◆ Directions for this task ◆
Report, as a bare number, how many lines of the entries below contain "auto".

◆ Data in this exercise ◆
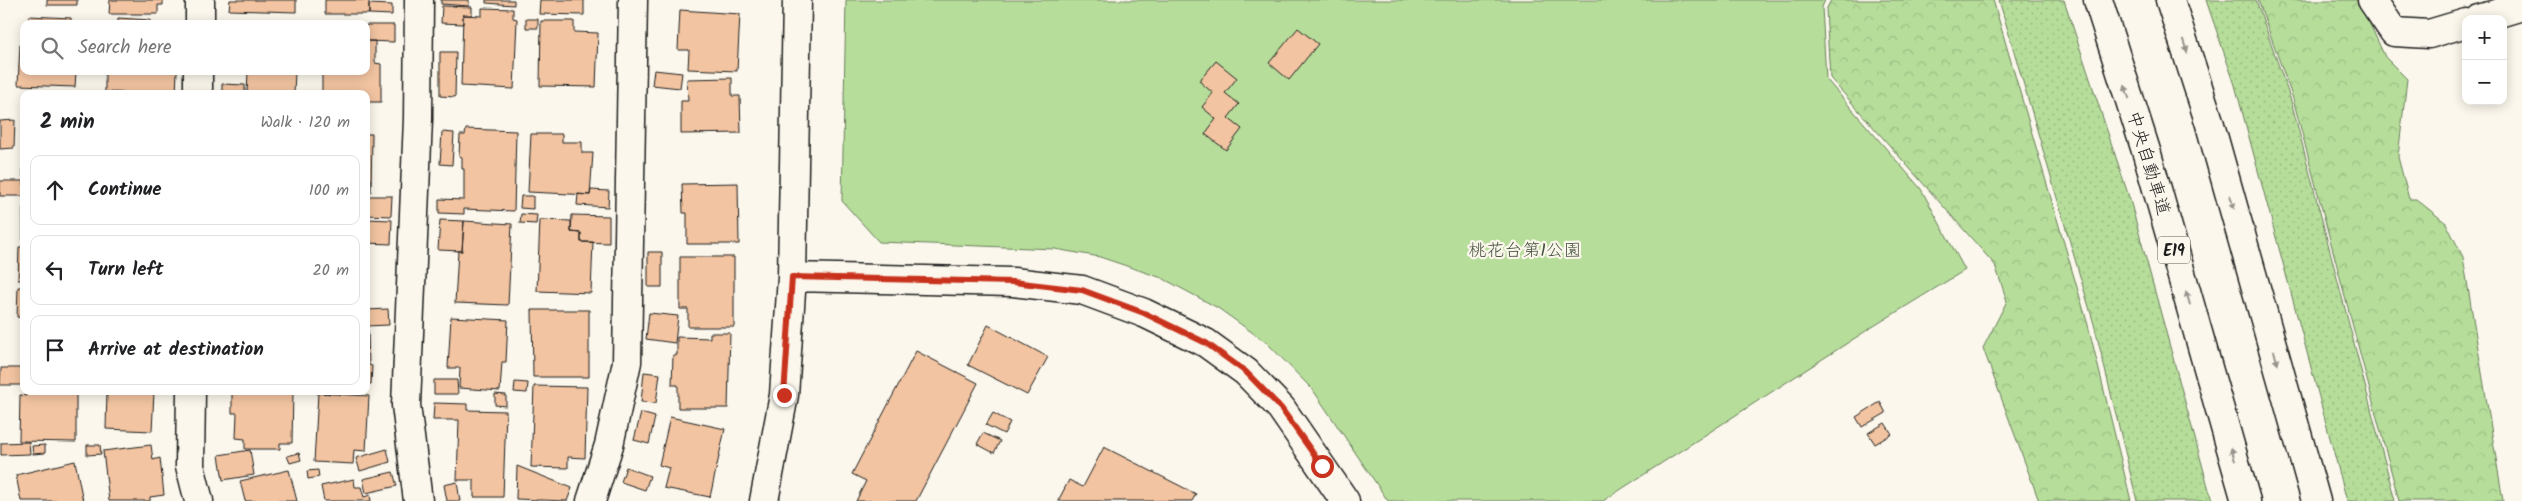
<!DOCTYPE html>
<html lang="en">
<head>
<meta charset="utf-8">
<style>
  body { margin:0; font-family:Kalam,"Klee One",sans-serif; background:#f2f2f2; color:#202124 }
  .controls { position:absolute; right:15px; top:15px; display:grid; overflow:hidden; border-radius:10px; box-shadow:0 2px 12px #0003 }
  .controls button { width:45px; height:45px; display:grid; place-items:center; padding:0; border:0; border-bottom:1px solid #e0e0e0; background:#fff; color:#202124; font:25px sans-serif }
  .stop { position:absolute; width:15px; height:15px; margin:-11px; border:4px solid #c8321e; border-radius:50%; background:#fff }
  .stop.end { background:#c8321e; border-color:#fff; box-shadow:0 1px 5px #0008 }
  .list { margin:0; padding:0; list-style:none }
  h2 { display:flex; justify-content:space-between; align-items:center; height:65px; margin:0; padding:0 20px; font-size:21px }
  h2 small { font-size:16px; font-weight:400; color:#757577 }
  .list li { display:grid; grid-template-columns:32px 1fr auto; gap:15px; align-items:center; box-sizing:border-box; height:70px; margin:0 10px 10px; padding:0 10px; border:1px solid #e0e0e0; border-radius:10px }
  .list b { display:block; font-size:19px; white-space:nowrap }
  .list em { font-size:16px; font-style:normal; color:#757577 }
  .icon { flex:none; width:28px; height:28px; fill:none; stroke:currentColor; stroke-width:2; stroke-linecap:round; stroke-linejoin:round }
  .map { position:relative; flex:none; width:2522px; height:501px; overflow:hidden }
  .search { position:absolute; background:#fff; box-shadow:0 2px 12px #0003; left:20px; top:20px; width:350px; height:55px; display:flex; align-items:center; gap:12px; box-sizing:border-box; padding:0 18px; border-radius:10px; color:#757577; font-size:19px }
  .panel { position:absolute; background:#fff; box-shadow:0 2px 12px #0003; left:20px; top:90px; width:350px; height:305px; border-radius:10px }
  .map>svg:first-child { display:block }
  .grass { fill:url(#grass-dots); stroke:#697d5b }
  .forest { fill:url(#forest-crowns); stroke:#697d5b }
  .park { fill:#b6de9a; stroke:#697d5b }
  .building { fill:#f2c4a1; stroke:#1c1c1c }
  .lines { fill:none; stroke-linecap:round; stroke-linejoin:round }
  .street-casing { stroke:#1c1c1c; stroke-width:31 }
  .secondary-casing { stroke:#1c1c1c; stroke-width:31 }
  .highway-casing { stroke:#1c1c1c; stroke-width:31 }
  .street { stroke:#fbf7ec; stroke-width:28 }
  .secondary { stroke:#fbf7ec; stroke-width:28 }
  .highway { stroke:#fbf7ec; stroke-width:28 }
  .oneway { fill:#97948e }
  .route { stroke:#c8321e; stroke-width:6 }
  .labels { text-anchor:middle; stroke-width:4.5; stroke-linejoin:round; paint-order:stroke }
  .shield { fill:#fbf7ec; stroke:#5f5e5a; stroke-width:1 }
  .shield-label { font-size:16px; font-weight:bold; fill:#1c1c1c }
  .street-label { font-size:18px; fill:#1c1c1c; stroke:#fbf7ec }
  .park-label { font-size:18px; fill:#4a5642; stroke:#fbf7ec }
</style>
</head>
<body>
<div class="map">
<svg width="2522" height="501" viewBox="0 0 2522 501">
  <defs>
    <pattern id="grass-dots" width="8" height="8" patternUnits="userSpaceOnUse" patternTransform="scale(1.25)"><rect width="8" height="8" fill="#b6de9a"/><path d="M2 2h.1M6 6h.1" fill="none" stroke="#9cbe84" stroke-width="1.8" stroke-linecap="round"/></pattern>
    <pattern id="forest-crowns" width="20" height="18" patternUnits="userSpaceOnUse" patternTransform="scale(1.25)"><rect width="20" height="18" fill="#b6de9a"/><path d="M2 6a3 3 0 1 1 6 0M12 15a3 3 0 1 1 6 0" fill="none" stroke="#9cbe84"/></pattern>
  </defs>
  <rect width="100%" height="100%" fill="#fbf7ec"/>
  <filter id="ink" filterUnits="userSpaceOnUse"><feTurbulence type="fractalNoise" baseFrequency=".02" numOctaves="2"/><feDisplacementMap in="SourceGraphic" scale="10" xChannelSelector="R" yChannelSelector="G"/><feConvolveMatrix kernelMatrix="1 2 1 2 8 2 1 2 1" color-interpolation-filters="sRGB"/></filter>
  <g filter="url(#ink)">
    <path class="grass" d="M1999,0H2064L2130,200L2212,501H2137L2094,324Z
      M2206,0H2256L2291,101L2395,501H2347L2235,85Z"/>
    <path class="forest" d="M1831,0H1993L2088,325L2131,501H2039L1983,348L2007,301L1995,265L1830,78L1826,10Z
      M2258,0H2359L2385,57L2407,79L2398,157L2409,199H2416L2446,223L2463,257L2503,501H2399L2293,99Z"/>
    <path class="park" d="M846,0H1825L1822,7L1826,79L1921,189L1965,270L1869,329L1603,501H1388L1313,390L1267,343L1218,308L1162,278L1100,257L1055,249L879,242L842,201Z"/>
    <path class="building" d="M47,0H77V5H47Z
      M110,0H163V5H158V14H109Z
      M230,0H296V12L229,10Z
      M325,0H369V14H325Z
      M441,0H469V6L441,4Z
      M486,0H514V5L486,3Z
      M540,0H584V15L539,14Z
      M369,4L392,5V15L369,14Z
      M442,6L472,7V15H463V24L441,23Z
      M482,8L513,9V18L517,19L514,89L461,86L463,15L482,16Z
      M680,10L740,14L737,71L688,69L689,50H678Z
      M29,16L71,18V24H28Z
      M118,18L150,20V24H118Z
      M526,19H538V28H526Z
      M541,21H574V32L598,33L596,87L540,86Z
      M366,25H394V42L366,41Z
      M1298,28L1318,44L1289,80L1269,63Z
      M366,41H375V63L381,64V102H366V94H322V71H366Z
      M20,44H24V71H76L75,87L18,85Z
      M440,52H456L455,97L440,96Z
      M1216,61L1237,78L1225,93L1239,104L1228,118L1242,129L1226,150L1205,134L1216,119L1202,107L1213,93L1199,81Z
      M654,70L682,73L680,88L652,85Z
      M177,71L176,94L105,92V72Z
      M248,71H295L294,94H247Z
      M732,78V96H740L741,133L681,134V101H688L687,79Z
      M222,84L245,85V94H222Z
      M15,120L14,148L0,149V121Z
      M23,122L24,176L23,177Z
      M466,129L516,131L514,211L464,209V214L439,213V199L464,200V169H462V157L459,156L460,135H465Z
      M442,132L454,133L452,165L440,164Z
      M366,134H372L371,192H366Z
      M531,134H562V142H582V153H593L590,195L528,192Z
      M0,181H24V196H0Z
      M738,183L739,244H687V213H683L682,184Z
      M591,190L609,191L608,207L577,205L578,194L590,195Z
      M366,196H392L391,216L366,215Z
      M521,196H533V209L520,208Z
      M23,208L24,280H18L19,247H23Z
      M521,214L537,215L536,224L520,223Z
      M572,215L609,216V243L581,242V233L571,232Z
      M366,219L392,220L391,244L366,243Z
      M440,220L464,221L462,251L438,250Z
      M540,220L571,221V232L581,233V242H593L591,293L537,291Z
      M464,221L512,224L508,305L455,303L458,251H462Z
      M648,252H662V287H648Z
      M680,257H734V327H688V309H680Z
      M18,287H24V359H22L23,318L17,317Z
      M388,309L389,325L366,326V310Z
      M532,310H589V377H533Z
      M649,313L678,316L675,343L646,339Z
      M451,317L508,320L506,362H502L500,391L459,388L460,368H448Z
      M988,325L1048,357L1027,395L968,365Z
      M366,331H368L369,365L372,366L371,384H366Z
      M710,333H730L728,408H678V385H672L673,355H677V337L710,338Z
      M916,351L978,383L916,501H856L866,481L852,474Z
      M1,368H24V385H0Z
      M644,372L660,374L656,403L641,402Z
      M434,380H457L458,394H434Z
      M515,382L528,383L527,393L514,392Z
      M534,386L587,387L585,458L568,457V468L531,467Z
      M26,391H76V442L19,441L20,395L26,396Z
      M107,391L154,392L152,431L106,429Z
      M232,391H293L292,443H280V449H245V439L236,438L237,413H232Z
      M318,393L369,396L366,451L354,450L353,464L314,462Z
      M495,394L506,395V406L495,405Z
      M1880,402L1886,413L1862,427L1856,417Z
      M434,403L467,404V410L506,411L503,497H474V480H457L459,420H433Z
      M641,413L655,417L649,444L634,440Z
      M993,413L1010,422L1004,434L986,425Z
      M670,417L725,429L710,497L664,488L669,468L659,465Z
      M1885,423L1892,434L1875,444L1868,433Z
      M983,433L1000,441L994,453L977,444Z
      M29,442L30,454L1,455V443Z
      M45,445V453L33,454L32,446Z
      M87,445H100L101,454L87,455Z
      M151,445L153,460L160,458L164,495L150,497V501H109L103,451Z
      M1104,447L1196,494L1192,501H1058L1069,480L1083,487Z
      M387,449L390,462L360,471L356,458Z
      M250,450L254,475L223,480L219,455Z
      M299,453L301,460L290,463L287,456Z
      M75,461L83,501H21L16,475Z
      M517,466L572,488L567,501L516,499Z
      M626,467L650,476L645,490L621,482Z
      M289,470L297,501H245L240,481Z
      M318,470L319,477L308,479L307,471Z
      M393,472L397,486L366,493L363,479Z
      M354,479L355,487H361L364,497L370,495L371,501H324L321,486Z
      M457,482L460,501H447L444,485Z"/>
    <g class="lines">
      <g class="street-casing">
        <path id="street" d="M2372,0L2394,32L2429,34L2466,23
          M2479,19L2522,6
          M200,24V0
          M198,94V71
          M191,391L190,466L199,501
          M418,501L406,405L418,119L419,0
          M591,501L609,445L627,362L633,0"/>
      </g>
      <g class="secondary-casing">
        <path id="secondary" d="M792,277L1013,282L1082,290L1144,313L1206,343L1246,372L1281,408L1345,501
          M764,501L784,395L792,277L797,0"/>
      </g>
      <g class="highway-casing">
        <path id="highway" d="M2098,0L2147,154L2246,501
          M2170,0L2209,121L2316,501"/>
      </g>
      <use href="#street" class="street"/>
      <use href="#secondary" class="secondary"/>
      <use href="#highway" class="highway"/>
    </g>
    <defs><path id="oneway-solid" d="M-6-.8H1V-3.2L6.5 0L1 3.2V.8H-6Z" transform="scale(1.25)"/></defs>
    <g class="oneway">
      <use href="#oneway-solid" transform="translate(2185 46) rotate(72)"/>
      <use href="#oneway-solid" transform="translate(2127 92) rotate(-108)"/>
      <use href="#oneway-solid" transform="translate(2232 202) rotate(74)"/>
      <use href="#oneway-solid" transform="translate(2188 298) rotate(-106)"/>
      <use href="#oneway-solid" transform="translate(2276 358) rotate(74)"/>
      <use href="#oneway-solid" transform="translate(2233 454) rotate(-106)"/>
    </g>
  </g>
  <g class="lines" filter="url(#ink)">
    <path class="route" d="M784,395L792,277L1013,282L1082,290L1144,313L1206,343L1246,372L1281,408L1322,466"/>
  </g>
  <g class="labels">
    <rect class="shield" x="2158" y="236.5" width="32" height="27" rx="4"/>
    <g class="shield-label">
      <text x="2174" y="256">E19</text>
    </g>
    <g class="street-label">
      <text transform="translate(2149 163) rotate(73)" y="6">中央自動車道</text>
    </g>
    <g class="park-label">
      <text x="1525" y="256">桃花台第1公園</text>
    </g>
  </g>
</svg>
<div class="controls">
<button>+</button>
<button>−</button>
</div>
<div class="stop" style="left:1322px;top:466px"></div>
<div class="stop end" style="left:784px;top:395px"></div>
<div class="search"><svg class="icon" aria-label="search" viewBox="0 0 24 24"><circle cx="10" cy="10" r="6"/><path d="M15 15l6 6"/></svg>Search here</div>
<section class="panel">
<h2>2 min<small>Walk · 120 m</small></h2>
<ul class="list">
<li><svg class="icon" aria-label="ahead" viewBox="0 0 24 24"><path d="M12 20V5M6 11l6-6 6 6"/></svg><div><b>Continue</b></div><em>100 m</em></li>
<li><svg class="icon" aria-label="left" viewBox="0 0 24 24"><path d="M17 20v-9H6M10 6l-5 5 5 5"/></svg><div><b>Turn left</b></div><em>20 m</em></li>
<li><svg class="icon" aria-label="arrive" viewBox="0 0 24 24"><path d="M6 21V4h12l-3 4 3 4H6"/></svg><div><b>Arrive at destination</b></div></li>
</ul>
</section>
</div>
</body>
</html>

---

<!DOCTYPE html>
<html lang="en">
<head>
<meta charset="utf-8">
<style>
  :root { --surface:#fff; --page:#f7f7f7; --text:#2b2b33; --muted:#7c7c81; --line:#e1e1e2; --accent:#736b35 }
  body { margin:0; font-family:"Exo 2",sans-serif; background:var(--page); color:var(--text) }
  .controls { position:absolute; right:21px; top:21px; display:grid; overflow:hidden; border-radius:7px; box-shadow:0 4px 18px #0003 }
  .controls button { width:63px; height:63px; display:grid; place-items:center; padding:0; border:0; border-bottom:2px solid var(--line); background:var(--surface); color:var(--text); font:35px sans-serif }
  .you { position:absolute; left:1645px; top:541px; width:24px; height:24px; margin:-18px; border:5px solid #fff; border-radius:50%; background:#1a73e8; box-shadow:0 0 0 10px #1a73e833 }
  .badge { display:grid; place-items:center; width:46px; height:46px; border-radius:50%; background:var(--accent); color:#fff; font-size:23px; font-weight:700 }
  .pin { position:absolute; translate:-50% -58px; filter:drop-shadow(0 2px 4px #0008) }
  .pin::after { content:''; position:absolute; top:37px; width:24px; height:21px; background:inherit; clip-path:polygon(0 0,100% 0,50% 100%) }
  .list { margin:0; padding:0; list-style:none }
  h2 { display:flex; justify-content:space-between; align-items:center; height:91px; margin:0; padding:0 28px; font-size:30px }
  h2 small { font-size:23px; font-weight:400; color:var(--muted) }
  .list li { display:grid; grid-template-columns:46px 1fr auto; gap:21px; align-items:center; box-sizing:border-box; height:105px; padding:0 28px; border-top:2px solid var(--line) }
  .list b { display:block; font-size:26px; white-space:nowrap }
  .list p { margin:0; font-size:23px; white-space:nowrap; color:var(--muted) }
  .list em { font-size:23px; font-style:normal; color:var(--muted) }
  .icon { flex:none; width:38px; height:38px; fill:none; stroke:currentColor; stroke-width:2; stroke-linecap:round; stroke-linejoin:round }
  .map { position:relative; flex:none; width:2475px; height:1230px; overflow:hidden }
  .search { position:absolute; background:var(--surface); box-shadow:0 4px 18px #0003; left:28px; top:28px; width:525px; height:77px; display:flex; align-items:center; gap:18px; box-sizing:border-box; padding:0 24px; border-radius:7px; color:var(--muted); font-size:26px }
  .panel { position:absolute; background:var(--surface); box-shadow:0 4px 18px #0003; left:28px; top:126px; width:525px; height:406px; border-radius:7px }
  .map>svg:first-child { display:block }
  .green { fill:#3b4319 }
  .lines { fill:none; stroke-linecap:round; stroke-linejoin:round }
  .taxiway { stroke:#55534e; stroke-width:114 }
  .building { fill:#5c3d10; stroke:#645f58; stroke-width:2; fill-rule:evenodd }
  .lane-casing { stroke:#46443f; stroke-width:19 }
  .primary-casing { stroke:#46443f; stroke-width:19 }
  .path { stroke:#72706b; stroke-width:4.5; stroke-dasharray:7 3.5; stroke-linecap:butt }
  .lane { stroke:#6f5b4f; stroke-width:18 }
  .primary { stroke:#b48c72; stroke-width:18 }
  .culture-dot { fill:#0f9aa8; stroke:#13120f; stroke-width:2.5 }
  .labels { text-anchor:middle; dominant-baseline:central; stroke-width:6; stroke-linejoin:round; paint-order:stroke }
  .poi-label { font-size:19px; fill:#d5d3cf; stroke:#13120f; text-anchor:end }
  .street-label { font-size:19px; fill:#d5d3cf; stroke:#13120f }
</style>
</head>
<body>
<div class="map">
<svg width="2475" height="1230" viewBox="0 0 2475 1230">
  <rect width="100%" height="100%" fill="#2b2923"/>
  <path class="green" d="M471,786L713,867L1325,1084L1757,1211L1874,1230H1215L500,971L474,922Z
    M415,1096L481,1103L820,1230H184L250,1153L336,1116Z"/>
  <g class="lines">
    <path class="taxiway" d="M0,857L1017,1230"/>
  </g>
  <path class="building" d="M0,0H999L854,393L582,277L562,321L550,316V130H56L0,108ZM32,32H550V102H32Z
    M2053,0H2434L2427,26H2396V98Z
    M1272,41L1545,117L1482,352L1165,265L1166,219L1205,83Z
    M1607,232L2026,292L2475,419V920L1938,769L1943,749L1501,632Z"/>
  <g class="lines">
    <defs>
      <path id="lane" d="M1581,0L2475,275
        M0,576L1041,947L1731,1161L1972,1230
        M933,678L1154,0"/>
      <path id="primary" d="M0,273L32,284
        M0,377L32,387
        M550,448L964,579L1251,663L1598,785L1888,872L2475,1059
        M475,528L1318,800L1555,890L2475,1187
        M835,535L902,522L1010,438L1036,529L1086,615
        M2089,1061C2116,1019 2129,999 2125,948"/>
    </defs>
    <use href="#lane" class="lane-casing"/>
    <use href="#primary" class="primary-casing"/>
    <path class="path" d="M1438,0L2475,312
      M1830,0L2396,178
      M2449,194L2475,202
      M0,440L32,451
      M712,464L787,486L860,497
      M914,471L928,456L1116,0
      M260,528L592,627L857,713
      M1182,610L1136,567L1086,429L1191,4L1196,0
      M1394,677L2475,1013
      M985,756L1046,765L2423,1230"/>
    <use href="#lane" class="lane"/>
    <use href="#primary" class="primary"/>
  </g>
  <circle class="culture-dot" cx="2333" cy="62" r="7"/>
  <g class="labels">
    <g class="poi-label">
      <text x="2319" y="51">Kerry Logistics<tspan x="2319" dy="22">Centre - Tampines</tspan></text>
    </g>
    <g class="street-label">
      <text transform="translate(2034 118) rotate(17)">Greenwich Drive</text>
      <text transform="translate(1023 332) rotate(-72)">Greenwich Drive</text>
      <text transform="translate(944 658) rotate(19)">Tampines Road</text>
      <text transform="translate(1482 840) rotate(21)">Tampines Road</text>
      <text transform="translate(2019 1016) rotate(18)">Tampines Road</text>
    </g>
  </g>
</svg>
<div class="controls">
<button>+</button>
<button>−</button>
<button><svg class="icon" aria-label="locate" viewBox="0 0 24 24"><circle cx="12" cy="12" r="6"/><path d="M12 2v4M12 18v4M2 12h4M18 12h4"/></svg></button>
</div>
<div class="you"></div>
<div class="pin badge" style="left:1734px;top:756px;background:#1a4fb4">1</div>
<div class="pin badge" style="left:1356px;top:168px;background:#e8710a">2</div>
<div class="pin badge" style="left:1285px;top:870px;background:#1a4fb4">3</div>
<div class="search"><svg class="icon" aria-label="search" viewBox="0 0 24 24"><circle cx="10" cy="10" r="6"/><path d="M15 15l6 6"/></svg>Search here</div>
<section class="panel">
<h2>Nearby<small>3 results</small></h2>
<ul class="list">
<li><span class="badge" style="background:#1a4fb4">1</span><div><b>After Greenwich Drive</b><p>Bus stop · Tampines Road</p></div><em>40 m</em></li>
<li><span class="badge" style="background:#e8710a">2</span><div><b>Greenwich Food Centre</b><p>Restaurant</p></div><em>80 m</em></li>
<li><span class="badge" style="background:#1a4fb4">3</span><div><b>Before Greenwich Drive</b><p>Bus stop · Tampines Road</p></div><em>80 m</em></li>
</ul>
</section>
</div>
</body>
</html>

◆ Written solution ◆
2